Overnight, both Republican and Democratic machines whirred into silent, efficient action. A secret messenger from Tammany Hall came hurrying up on the late train; groups of veteran members worked out a strategy to block the “obnoxious resolution”; Jay Gould’s representatives in Albany began to lobby behind closed doors.
Next morning, Thursday, Roosevelt called for a vote to lift his resolution from the table, and was again outwitted on the floor. The Speaker, taking advantage of the fact that he had forgotten to say what kind of vote he wanted, merely suggested that members stand up and be counted. A sea of anonymous heads bobbed quickly up and down; the deputy clerk pretended to count them, recorded a couple of imaginary figures, and the Speaker announced the result: 54 to 50 against. “By Godfrey!” Roosevelt seethed. “I’ll get them on the record yet!”
He waited until much later in the day, when the House was drowsing over unimportant business. This time he demanded a name vote. Forced to identify themselves.the members voted 59 to 45 in favor of considering the resolution. Roosevelt was still short of the two-thirds majority he needed to launch an investigation of Westbrook and Ward, but time, and public opinion, was on his side. Tomorrow, Good Friday, was the beginning of the Easter recess; during the long weekend, newspapers would continue to discuss his “bombshell” resolution; and by the time the Assembly reconvened on Monday evening, members would have heard from their constituents.

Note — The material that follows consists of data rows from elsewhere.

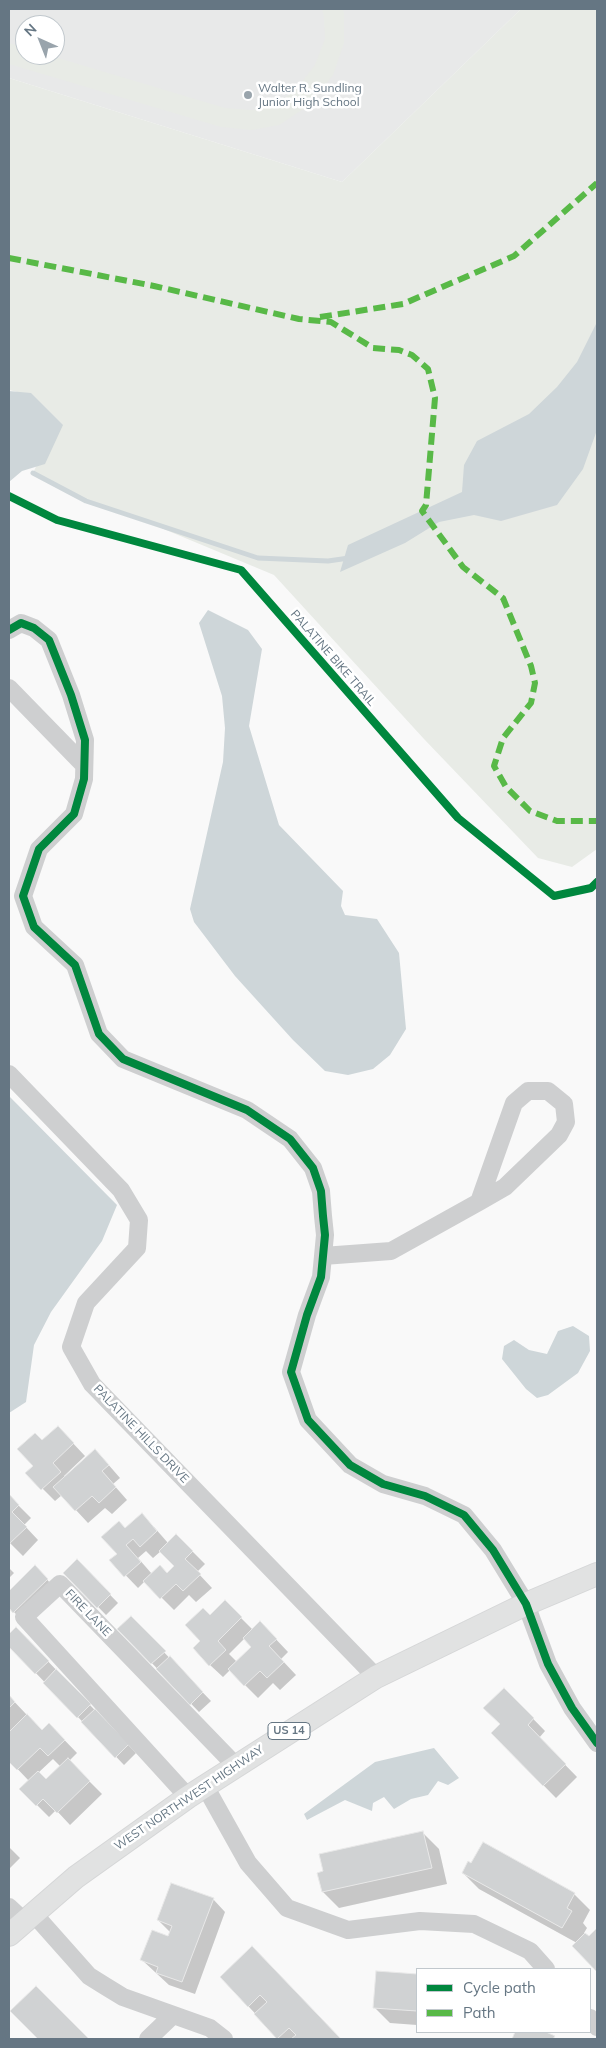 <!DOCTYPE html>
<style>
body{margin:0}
#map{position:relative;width:606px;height:2048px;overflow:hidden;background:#f9f9f9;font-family:Mulish,sans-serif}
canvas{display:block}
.frame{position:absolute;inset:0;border:10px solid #657683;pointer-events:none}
.legend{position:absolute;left:416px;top:1968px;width:175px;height:65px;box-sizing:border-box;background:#fff;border:1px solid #c1c8cd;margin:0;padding:6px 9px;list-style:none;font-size:15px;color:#657683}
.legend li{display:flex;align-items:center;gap:10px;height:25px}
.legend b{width:25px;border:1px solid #c1c8cd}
.north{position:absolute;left:15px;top:15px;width:50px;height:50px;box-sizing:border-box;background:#fff;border:1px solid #c1c8cd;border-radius:50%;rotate:316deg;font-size:14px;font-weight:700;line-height:20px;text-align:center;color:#657683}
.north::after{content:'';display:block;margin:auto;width:18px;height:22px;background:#99a4ac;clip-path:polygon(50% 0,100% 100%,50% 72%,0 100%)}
</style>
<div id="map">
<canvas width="606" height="2048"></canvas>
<div class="frame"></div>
<ul class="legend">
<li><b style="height:6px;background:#00873e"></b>Cycle path</li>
<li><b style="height:6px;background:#58b947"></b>Path</li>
</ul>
<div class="north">N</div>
</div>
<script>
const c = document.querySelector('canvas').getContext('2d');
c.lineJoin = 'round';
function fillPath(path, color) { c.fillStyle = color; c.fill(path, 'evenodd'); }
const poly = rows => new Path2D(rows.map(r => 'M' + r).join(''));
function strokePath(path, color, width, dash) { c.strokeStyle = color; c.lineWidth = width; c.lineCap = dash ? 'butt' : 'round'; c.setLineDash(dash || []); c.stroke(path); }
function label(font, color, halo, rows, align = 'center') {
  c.font = font + ' Mulish,sans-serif'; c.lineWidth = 5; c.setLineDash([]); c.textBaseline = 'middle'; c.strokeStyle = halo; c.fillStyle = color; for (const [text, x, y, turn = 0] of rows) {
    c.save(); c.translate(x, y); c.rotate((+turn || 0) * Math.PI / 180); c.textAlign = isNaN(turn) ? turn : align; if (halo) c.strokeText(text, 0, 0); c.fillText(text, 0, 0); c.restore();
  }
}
const built = poly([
 [9,9,521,9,342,182,9,78],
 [25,25,55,25,55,55,25,55]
]);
const green = poly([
 [322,9,343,9,344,14,344,43,333,75,308,106,279,125,252,130,221,127,9,64,9,43,25,48,25,55,48,55,225,108,252,110,272,106,295,91,315,65,325,39,324,17],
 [521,9,597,9,597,849,572,867,538,858,424,739,274,575,142,520,86,501,33,473,43,452,17,392,9,390,9,78,342,182]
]);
const water = poly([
 [597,322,597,430,583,469,557,505,501,521,474,515,439,522,405,543,340,572,348,545,462,492,464,465,477,441,529,414,557,387,577,362],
 [9,391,31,393,63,425,45,464,22,471,9,482],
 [208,610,248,630,262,649,249,726,279,825,343,891,341,906,345,915,377,919,399,953,406,1029,390,1055,373,1069,348,1075,325,1071,293,1040,235,976,194,922,190,909,223,762,225,728,222,696,199,623],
 [9,1096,117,1205,102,1241,51,1312,34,1345,26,1402,9,1413],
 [573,1326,589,1336,590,1351,578,1373,548,1395,537,1398,526,1389,502,1359,504,1346,514,1340,529,1350,547,1354,558,1331],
 [434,1748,459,1778,448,1785,438,1781,428,1795,411,1799,394,1809,384,1797,373,1803,372,1811,345,1800,307,1820,304,1814,375,1762]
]);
const shadow = poly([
 [70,1440,85,1456,64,1476,66,1478,107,1463,120,1478,113,1484,127,1500,112,1514,105,1508,88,1523,62,1495,55,1501,27,1473,34,1466,42,1442],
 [9,1496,31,1518,24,1525,38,1540,23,1556,9,1542],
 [154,1527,168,1543,176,1535,205,1564,197,1572,212,1588,196,1602,189,1595,174,1610,145,1581,138,1588,111,1560,118,1554,126,1530],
 [146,1551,153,1558,161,1551,176,1566,167,1575,152,1574,138,1558],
 [77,1561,118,1603,106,1615,65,1573],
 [35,1567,55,1588,22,1620,9,1607,9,1592],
 [9,1568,14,1573,9,1578],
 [225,1602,253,1630,272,1635,288,1652,281,1659,296,1675,280,1690,273,1683,258,1698,230,1670,223,1677,210,1665,202,1641,210,1617],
 [245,1638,253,1647,237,1662,229,1654],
 [131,1618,211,1701,199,1712,119,1629],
 [16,1628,136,1753,124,1765,9,1645,9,1635],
 [504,1689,545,1731,539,1738,577,1777,556,1798,492,1733,501,1724],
 [9,1696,42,1731,49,1724,77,1753,69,1761,102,1794,70,1825,56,1810,49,1817,21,1789,29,1781,9,1760],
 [53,1759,60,1766,46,1781,38,1773],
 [423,1833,439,1849,447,1884,339,1908,323,1892,319,1874],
 [9,1847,20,1858,9,1869],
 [463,1873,574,1894,590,1910,583,1923,587,1928,584,1933,589,1938,597,1930,597,1970,574,1946,577,1943,479,1889],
 [213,1899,225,1912,195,1994,169,1985,142,1960,169,1937,171,1933,158,1920],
 [268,1964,340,2039,279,2039,221,1977],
 [377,1972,417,1975,417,2025,390,2023,374,2007],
 [517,2032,542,2032,556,2039,513,2039]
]);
const stream = poly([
 [33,473,86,501,258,558,328,561,349,558]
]);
const building = poly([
 [58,1426,74,1443,53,1463,61,1472,41,1490,25,1473,33,1466,17,1449,35,1433,42,1440,58,1426],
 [95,1449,109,1465,102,1471,116,1487,99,1503,92,1496,75,1511,53,1487,95,1449],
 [9,1494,19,1505,12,1512,27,1527,9,1544,9,1494],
 [142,1513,157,1531,140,1547,133,1539,126,1545,141,1562,124,1577,109,1560,117,1554,101,1537,119,1521,125,1528,142,1513],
 [176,1534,193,1551,185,1559,201,1574,183,1591,176,1584,160,1599,143,1581,160,1565,167,1573,174,1566,159,1551,176,1534],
 [77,1559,111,1594,97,1608,63,1573,77,1559],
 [35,1565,48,1579,13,1613,9,1608,9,1591,35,1565],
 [225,1600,242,1617,218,1641,226,1650,209,1666,193,1648,200,1641,185,1625,203,1608,210,1615,225,1600],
 [131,1616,166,1651,151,1664,117,1629,131,1616],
 [260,1621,277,1639,269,1646,284,1662,267,1678,260,1671,244,1686,228,1669,251,1647,243,1638,260,1621],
 [16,1627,49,1661,35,1674,9,1647,9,1634,16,1627],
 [170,1656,203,1692,190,1705,156,1669,170,1656],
 [56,1669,91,1704,77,1718,43,1683,56,1669],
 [504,1688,534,1718,528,1725,566,1764,543,1786,491,1733,500,1724,483,1708,504,1688],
 [9,1695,15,1702,9,1708,9,1695],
 [95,1709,129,1744,115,1758,81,1722,95,1709],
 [27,1714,42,1730,49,1723,65,1740,48,1756,40,1748,17,1770,9,1762,9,1732,27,1714],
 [68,1758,90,1781,57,1813,43,1799,36,1806,19,1789,38,1771,46,1779,68,1758],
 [423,1831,432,1868,322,1892,317,1873,323,1871,319,1854,423,1831],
 [483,1842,575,1893,567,1908,572,1911,562,1928,462,1873,468,1861,471,1863,483,1842],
 [171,1883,214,1898,182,1982,156,1973,158,1967,140,1960,152,1930,168,1936,172,1926,157,1920,171,1883],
 [597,1928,597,1972,572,1946,585,1933,589,1936,597,1928],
 [252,1946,341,2039,291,2039,296,2035,289,2028,277,2039,254,2014,267,2002,260,1995,248,2007,220,1977,252,1946],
 [376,1971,417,1974,417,2011,373,2008,376,1971],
 [36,1986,89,2039,38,2039,10,2011,36,1986],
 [515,2032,546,2032,555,2036,553,2039,512,2039,515,2032]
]);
const minor = poly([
 [9,630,21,623,34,628,49,640,71,695,85,740,84,779,74,814,39,849,23,896,34,927,75,965,99,1034,123,1059,247,1110,290,1139,313,1168,321,1191,323,1216,325,1235,321,1277,307,1315,291,1372,308,1420,350,1465,383,1484,425,1496,464,1515,493,1550,526,1604,548,1664,572,1708,597,1743],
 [9,688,84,765],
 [9,1074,121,1190,139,1220,137,1248,86,1303,71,1347,92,1384,376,1677],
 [323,1256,391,1251,479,1202,505,1187,559,1135,566,1122,564,1104,548,1091,528,1091,514,1103,479,1202],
 [205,1786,248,1863,287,1908,348,1930,420,1921,474,1924,530,1951,546,1969],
 [188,1797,24,1617,60,1584,235,1765],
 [9,1907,24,1921],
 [33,1913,89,1976,105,1986,123,1997,210,2028,224,2039],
 [590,2018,597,2027],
 [148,2039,172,2016]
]);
const major = poly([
 [9,1935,76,1877,188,1797,376,1677,526,1604,597,1574]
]);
const quiet = poly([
 [9,258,154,286,299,319,331,322,373,348,399,350,412,355,428,369,435,398,426,505,422,511,463,567,503,598,531,666,535,683,531,703,503,738,494,766,506,787,530,811,557,821,597,821],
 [320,317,403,304,514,256,597,183]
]);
const cycleway = poly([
 [9,496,57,520,241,570,458,818,554,896,591,888,597,882],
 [9,630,21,623,34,628,49,640,71,695,85,740,84,779,74,814,39,849,23,896,34,927,75,965,99,1034,123,1059,247,1110,290,1139,313,1168,321,1191,323,1216,325,1235,321,1277,307,1315,291,1372,308,1420,350,1465,383,1484,425,1496,464,1515,493,1550,526,1604,548,1664,572,1708,597,1743]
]);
const markers = [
 [248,95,5,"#99a4ac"]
];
const shields = [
 [289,1731,42]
];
const shieldNames = [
 ["US 14",289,1731]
];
const poiNames = [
 ["Walter R. Sundling",258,88],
 ["Junior High School",258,102]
];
const streetNames = [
 ["PALATINE BIKE TRAIL",333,658,49],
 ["PALATINE HILLS DRIVE",141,1434,46],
 ["FIRE LANE",88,1613,46],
 ["WEST NORTHWEST HIGHWAY",189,1798,-34]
];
fillPath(built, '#e8e9e9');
fillPath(green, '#e8ebe6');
fillPath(water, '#ced6d9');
fillPath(shadow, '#0003');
strokePath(stream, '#ced6d9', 5);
fillPath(building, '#d0d2d3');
strokePath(building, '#e8e8e8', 1);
strokePath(major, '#d5d6d7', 24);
strokePath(minor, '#cecfd0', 18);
strokePath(major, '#e1e2e2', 22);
strokePath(quiet, '#58b947', 6, [12, 6]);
strokePath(cycleway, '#00873e', 8);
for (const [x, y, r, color] of markers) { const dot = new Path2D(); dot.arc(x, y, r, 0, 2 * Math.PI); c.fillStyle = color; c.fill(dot); strokePath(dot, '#fff', 2); }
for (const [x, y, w] of shields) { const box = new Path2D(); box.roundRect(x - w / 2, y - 8.5, w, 17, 4); c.fillStyle = '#fff'; c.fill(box); strokePath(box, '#657683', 1); }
label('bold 11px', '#657683', null, shieldNames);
label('12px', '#657683', '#fff', poiNames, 'left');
label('12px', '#657683', '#fff', streetNames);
</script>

The forces of corruption, meanwhile, were very anxious that Roosevelt’s constituents—the wealthiest and most respectable in the state—should hear something about him . Since the young man was maddeningly immune to coercion and bribery, they tried to blackmail him with sex. Walking home to 6 West Fifty-seventh Street one night, he was startled to see a woman slip and fall on the sidewalk in front of him. He summoned a cab, whereupon she tearfully begged him to accompany her home; but he grew suspicious, and refused. As he paid the cab driver, he took note of the address she gave, and immediately afterward dispatched a police detective to her house. The report came back that there had been “a whole lot of men waiting to spring on him.”